"هي مسألة" - Traduction Arabe en Turc

    • meselesi
        
    • mesele
        
    O zaman Magnus'un bunu çözmesi ve kitaba ulaşması an meselesi. Open Subtitles الآن هي مسألة وقت حتى يكتشف ماجنوس أن الكتاب في المكتبــة
    Bu kimseyi sevme meselesi değil. Asıl konu yardım etme... Open Subtitles انها ليست مسألة حب بل هي مسألة مساعدة من..

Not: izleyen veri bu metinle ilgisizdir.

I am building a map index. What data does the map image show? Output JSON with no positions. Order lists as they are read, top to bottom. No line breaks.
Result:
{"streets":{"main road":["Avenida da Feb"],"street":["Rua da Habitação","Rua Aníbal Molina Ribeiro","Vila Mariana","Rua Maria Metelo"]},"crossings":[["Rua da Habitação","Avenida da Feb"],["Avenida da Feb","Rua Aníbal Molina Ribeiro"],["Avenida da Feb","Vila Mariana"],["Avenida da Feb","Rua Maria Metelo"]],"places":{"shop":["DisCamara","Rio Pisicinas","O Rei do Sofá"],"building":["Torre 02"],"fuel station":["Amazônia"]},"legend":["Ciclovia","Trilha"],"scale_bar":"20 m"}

    Amerika nın da onaylaması sadece bir zaman meselesi. Open Subtitles هي مسألة وقت لا أكثر . حتى تدفع الولايات المتحدة أيضاً
    Kötü insanların peşime düşmesi an meselesi. Open Subtitles والآن هي مسألة وقت فقط ، قبل أن يأتيك اولئك الاشخاص السيئون ركضاً
    İnsanlığın, gezegenimizin, güneş sisteminin kökenini... keşfetme ile ilgili bir mesele. Open Subtitles المسألة هي مسألة اكتشاف الأصل البشري و أصل كوكبنا و أصل نظامنا الشمسي
    Önce Tippin'i sonra da beni bulmaları an meselesi. Open Subtitles هي مسألة الوقت قبل ذلك يتتبّعونه إلى تيبين وأنا.
    Farkındayım. FBI'ın kapıma dayanması an meselesi. Open Subtitles أعلم ,أعلم , هي مسألة دقائق حتى يصل الإف بي آي إلى عتبة بابي
    Saçmalama. Bu bir gerçekçilik meselesi, ve zamanlama. Open Subtitles اترك عنك هذا إنما هي مسألة تطبيق مسألة وقت
    O zaman ciddi ölümlerin başlaması yalnızca an meselesi oldu. Open Subtitles إذاً هي مسألة وقت... قبل أن يبدأ القتل بشكل جدي
    Kayıp bilgisayarlar ulusal güvenlik meselesi. Open Subtitles أجهزة الكمبيوتر المفقودة هي مسألة تتعلق بالأمن القومي
    Bunun olduğunu kanıtlamam sadece an meselesi. Open Subtitles هي مسألة وقت حتى أحصل على دليل لأدعم هذا.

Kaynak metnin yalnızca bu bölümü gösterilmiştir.